Once Belova loosens up with Romanoff more, we see a fun and sarcastic side to her, providing the film’s most wholesome and comedic moments. I really hope that we see Pugh as Belova more in future MCU projects because she was the best aspect of the film.
This was Scarlett Johansson’s first time as the lead character in the MCU after countless appearances in other projects. The reason it took this long to get a solo movie for Romanoff was because it stated in Johannsson’s contract that she was not allowed to be the lead in a MCU film, something that changed once her contract lapsed and after Kevin Feige took control of Marvel Studios in 2016.
With this film taking so long to be made, the stakes were lessened as we already knew Romanoff had died during Avengers: Endgame. This film doesn’t really add anything new or impactful to the MCU aside from the post-credits scene that I will not spoil.
As far as Johannsson’s acting in the movie, she is disappointingly bland as the protagonist and her emotional beats fall short.
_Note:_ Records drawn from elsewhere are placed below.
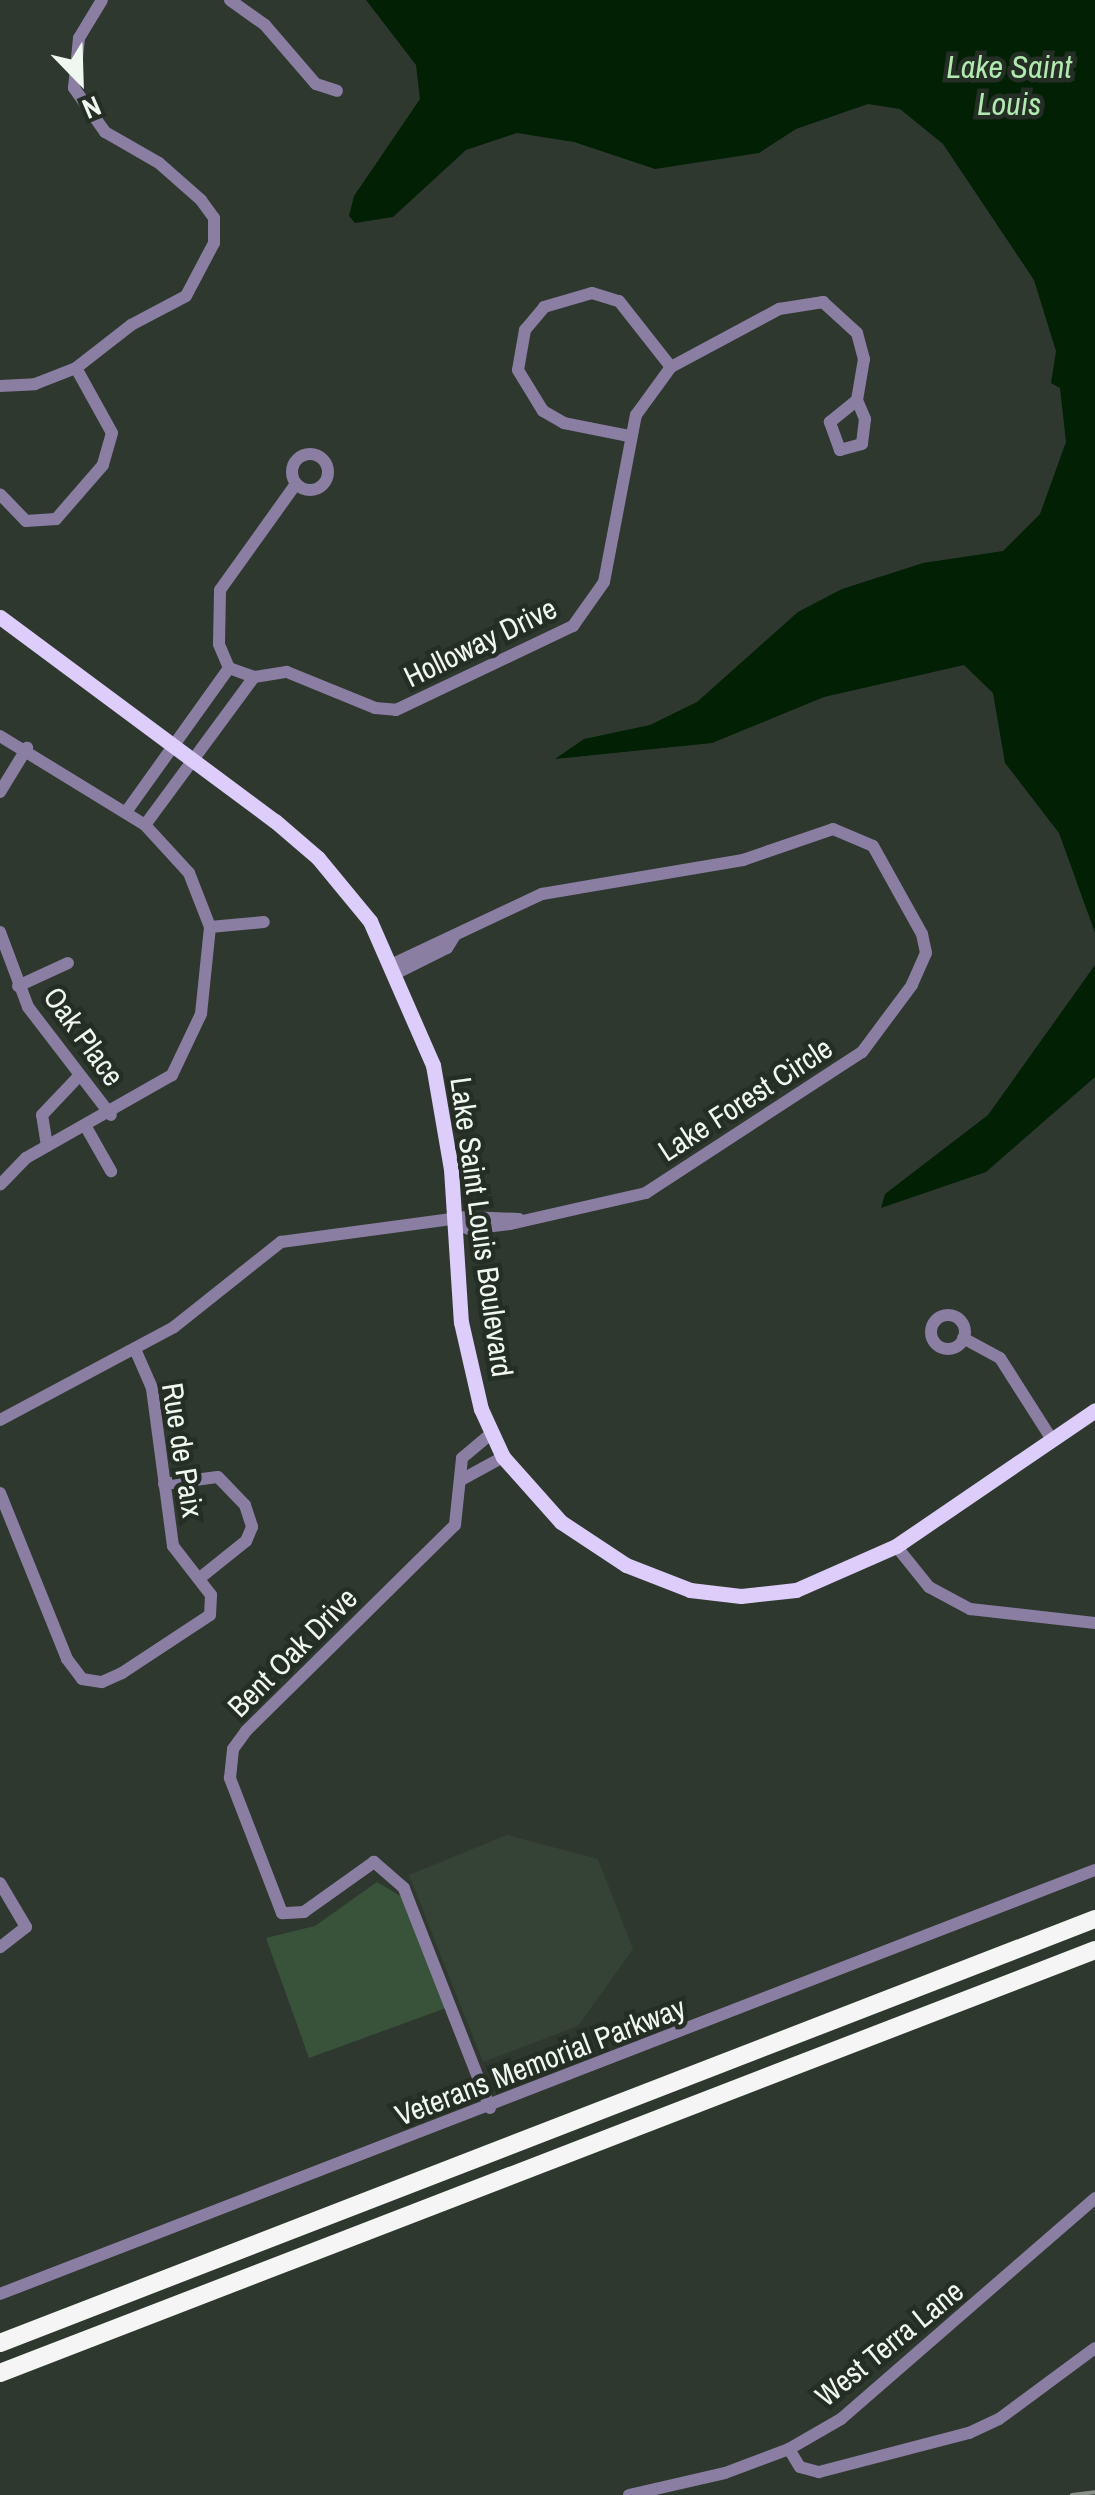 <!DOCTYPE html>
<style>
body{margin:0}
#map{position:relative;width:1095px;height:2495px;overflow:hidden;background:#2f382f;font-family:"Archivo Narrow",sans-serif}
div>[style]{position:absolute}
.built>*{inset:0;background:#354336}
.green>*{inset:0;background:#385339}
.water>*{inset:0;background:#012004}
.minor>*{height:12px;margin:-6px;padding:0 6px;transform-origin:6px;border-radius:6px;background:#8b7ea3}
.minor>.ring{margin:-6px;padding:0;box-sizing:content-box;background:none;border:12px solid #8b7ea3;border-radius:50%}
.major>*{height:15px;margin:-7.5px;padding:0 7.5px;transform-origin:7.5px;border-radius:7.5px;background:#dccdfa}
.highway>*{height:18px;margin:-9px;padding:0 9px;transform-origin:9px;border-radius:9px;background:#f5f5f5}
.rail>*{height:4px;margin:-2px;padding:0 2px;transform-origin:2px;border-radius:2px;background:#899089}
span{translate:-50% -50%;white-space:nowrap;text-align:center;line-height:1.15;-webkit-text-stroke:9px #252e25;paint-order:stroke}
.street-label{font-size:30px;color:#f0f6f0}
.water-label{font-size:32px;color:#b1e9b1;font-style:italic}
.north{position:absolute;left:30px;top:30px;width:100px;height:100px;-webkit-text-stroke:8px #252e25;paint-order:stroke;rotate:157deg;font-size:28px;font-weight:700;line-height:40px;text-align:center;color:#f0f6f0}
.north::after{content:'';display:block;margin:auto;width:35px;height:45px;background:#f0f6f0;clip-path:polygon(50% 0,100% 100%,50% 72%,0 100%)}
</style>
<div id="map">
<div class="built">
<i style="clip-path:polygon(507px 1835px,598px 1859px,633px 1949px,578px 2026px,483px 2062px,409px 1875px)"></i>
</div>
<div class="green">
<i style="clip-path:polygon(377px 1882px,402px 1897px,446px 2008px,309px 2058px,266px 1938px,315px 1926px)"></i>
</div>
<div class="water">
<i style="clip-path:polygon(366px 0,1095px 0,1095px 933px,1059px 833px,1005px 763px,993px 693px,964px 665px,824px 697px,712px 743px,555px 759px,584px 739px,650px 725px,697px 702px,798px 612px,842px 589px,923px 563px,1003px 551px,1040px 514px,1066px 442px,1060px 388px,1051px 383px,1056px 351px,1034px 280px,943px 144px,900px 109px,868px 104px,796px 129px,759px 153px,655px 169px,574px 142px,517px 133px,466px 150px,393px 217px,355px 223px,349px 216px,354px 196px,420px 99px,416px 65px)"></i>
<i style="clip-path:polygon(1095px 965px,1095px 1077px,986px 1172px,881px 1208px,885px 1194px,988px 1115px)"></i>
</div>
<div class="minor">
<i style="left:230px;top:0;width:43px;rotate:35.5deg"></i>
<i style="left:265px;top:25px;width:78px;rotate:49.2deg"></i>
<i style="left:316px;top:84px;width:22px;rotate:18deg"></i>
<i style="left:76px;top:368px;width:70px;rotate:-38deg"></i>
<i style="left:131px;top:325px;width:62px;rotate:-27.8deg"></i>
<i style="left:186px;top:296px;width:60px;rotate:-62.2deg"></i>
<i style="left:214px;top:243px;width:25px;rotate:-90deg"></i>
<i style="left:214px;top:218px;width:22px;rotate:-126deg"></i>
<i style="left:201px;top:200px;width:56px;rotate:-138.6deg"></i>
<i style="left:159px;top:163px;width:62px;rotate:-150.1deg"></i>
<i style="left:105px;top:132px;width:54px;rotate:-125.2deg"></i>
<i style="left:74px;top:88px;width:50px;rotate:-84.3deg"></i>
<i style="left:79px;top:38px;width:44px;rotate:-58.8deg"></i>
<i style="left:0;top:386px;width:35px;rotate:-3deg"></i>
<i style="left:35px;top:384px;width:44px;rotate:-21.3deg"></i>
<i style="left:76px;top:368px;width:74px;rotate:61deg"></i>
<i style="left:112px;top:433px;width:33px;rotate:106deg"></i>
<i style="left:103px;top:465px;width:72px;rotate:131deg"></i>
<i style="left:56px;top:519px;width:30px;rotate:176deg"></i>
<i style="left:26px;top:521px;width:37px;rotate:-134deg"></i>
<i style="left:857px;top:400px;width:21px;rotate:67deg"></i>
<i style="left:865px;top:419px;width:25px;rotate:97deg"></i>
<i style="left:862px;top:444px;width:23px;rotate:165deg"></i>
<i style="left:840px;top:450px;width:30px;rotate:-110deg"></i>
<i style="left:830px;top:422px;width:35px;rotate:-39deg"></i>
<i style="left:629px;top:436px;width:66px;rotate:-168.7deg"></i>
<i style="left:564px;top:423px;width:24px;rotate:-150deg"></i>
<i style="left:543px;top:411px;width:48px;rotate:-121.4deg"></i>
<i style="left:518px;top:370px;width:41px;rotate:-80.1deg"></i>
<i style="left:525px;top:330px;width:30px;rotate:-50deg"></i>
<i style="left:544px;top:307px;width:50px;rotate:-16.3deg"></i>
<i style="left:592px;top:293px;width:28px;rotate:17deg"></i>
<i style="left:619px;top:301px;width:84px;rotate:51.8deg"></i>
<i class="ring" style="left:292px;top:454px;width:24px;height:24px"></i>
<i style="left:254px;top:677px;width:27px;rotate:-160deg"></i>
<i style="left:229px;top:668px;width:26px;rotate:-113deg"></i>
<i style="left:219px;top:644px;width:54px;rotate:-88.9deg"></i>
<i style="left:220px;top:590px;width:130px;rotate:-54.4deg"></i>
<i style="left:0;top:736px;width:170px;rotate:31.5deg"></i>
<i style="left:145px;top:825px;width:65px;rotate:47.5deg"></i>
<i style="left:189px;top:873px;width:58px;rotate:68.7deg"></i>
<i style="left:210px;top:927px;width:87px;rotate:95.9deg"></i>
<i style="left:201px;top:1014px;width:68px;rotate:115.4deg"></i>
<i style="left:172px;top:1075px;width:168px;rotate:150.4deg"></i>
<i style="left:26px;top:1158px;width:37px;rotate:134deg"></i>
<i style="left:0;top:792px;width:52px;rotate:-58.5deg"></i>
<i style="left:126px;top:812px;width:177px;rotate:-54.4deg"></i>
<i style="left:145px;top:825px;width:184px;rotate:-53.6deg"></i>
<i style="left:254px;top:677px;width:33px;rotate:-9deg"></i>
<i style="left:287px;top:672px;width:95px;rotate:22.2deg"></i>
<i style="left:375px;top:708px;width:21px;rotate:5deg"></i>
<i style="left:396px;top:710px;width:196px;rotate:-25.4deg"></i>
<i style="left:573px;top:626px;width:54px;rotate:-54.8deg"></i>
<i style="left:604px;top:582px;width:170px;rotate:-79.2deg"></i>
<i style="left:636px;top:415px;width:59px;rotate:-53.9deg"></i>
<i style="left:671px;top:367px;width:123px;rotate:-28.2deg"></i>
<i style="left:779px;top:309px;width:45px;rotate:-9deg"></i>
<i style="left:823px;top:302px;width:46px;rotate:42.4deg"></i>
<i style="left:857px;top:333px;width:27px;rotate:75deg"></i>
<i style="left:864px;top:359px;width:42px;rotate:99.7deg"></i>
<i style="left:210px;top:927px;width:54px;rotate:-5.3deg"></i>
<i style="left:0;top:932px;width:80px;rotate:69.5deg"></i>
<i style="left:28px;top:1007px;width:136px;rotate:52.5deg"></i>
<i style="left:393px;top:964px;width:165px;rotate:-25.2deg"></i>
<i style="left:542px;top:894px;width:204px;rotate:-9.6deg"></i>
<i style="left:743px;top:860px;width:95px;rotate:-19deg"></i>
<i style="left:833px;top:829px;width:43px;rotate:23deg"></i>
<i style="left:873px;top:846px;width:101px;rotate:60.9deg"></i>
<i style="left:922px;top:934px;width:19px;rotate:78deg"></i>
<i style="left:926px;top:953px;width:35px;rotate:114deg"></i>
<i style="left:912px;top:985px;width:84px;rotate:126.7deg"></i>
<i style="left:862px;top:1052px;width:258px;rotate:146.9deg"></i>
<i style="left:646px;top:1193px;width:139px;rotate:167.2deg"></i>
<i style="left:510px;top:1224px;width:41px;rotate:173deg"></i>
<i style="left:469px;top:1229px;width:15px;rotate:-157deg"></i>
<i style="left:397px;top:973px;width:56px;rotate:-26.6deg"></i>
<i style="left:447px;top:948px;width:13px;rotate:-58deg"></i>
<i style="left:18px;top:986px;width:55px;rotate:-24.7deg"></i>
<i style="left:86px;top:1127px;width:51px;rotate:60.4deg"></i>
<i style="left:47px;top:1146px;width:31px;rotate:-99deg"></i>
<i style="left:42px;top:1115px;width:55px;rotate:-46.5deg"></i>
<i class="ring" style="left:931px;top:1315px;width:22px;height:22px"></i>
<i style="left:963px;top:1338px;width:42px;rotate:28.4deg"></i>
<i style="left:1000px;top:1358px;width:95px;rotate:57.5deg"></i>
<i style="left:0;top:1420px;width:197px;rotate:-28.1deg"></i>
<i style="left:174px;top:1327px;width:137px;rotate:-38.5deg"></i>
<i style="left:281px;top:1242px;width:187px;rotate:-7.7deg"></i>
<i style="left:466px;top:1217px;width:53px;rotate:2.2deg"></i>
<i style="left:461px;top:1480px;width:48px;rotate:-28.7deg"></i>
<i style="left:164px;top:1484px;width:54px;rotate:-7.4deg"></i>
<i style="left:218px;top:1477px;width:39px;rotate:46deg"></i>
<i style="left:245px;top:1505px;width:23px;rotate:72deg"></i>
<i style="left:252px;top:1527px;width:15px;rotate:113deg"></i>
<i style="left:246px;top:1541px;width:58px;rotate:141.3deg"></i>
<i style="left:0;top:1493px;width:179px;rotate:68deg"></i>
<i style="left:67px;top:1659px;width:25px;rotate:53deg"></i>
<i style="left:82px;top:1679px;width:20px;rotate:9deg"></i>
<i style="left:102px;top:1682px;width:22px;rotate:-24deg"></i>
<i style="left:122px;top:1673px;width:105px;rotate:-33.4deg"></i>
<i style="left:210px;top:1615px;width:20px;rotate:-87deg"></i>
<i style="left:211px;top:1595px;width:62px;rotate:-127.8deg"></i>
<i style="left:173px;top:1546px;width:159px;rotate:-97.6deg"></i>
<i style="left:152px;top:1388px;width:43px;rotate:-113.6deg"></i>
<i style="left:896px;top:1546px;width:53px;rotate:51.2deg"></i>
<i style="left:929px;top:1587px;width:47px;rotate:28.2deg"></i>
<i style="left:970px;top:1609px;width:126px;rotate:6.4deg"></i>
<i style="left:0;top:1883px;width:51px;rotate:59.4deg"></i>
<i style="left:26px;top:1927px;width:33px;rotate:142deg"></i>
<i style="left:490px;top:2108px;width:236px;rotate:-111.4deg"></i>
<i style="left:404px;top:1888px;width:40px;rotate:-139deg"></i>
<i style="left:374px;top:1862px;width:86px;rotate:144.5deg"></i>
<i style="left:304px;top:1912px;width:22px;rotate:177deg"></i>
<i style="left:282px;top:1913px;width:145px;rotate:-111.1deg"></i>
<i style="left:230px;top:1778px;width:29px;rotate:-84deg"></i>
<i style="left:233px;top:1749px;width:22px;rotate:-54deg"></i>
<i style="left:246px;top:1731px;width:293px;rotate:-44.6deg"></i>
<i style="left:455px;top:1525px;width:67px;rotate:-84deg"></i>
<i style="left:462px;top:1458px;width:38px;rotate:-40deg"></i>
<i style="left:0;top:2294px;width:1174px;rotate:-21.17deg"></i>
<i style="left:789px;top:2449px;width:21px;rotate:59deg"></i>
<i style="left:800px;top:2467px;width:20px;rotate:15deg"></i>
<i style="left:819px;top:2472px;width:155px;rotate:-14.6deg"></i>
<i style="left:969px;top:2433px;width:33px;rotate:-25deg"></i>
<i style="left:999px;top:2419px;width:119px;rotate:-36.5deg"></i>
<i style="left:629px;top:2495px;width:98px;rotate:-12.9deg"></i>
<i style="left:725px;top:2473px;width:68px;rotate:-20.6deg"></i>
<i style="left:789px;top:2449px;width:60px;rotate:-30deg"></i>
<i style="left:841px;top:2419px;width:337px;rotate:-41deg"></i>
</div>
<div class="major">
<i style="left:0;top:617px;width:342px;rotate:36.6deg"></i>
<i style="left:275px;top:821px;width:57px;rotate:40.7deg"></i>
<i style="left:318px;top:858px;width:82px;rotate:50.5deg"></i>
<i style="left:370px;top:921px;width:157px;rotate:66.4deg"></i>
<i style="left:433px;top:1065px;width:106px;rotate:80.2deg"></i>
<i style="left:451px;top:1169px;width:153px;rotate:86.3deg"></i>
<i style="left:461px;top:1322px;width:89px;rotate:77.1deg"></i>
<i style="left:481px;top:1409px;width:53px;rotate:65.4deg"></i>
<i style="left:503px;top:1457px;width:87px;rotate:48.3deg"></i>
<i style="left:561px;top:1522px;width:78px;rotate:33.5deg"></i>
<i style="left:626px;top:1565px;width:69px;rotate:21.3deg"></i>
<i style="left:690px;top:1590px;width:51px;rotate:6.7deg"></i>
<i style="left:741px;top:1596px;width:55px;rotate:-6.2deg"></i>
<i style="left:796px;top:1590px;width:109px;rotate:-23.7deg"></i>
<i style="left:896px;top:1546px;width:241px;rotate:-34.3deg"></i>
</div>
<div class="highway">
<i style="left:0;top:2343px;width:1174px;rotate:-21.17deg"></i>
<i style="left:0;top:2373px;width:1174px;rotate:-21.12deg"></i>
</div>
<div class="rail">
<i style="left:1072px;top:2495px;width:23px;rotate:-7deg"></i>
</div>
<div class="street-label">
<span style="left:480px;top:642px;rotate:-26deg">Holloway Drive</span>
<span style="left:84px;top:1036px;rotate:54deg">Oak Place</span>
<span style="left:745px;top:1099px;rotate:-33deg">Lake Forest Circle</span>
<span style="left:482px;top:1227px;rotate:82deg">Lake Saint Louis Boulevard</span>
<span style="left:183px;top:1450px;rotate:81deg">Rue de Paix</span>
<span style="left:292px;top:1652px;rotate:-45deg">Bent Oak Drive</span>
<span style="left:540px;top:2061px;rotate:-21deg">Veterans Memorial Parkway</span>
<span style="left:889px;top:2343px;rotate:-39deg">West Terra Lane</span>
</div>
<div class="water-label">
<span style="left:1009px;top:86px">Lake Saint<br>Louis</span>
</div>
<div class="north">N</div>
</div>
She comes across as uncaring and unemotional, which goes against her established character in the MCU. Nearly every scene with her talking to another character feels rushed and heartless, making me care even less about what happens in the film.
One could chalk it up to Romanoff being on the run and not having time to fully be emotional. However, in Captain America: The Winter Soldier, Romanoff is on the run with Steve Rogers, yet their conversations are fantastic and feel authentic. Thus, the direction and acting of Johansson failed to produce these moments to invest me in the film.
As for the action and visuals, it is passable. The action is exactly what you would expect in the MCU with some shaky camera work, while decently showing off the abilities and styles of each character. The standout scene is a prison break in the Russian mountains that saw our characters fighting off a mob and avalanche to achieve their objective. It provided a lot of tension and looked incredible on the big screen.
For the most part, most action scenes were passable with a score, composed by Lorne Balfe, that did little to add to the sequences.
Cate Shortland’s direction made the film watchable during its intense moments and I found some enjoyment in them despite not feeling emotionally invested in the film. Those expecting to see an awesome villain in Taskmaster will sorely be disappointed as the character is forgettable and nothing special.
Overall, Black Widow is a forgettable film in the vast catalogue of MCU projects. Unless you are a die-hard fan of Romanoff, the film will not leave a strong impact for most viewers. Pugh, Harbour and some decent action scenes made the film watchable and enjoyable, but overall, it is not something everyone needs to go and check it out. The film is out everywhere in theaters and is streaming on Disney+ with premium access, but we at the Rich Report would recommend watching Loki instead.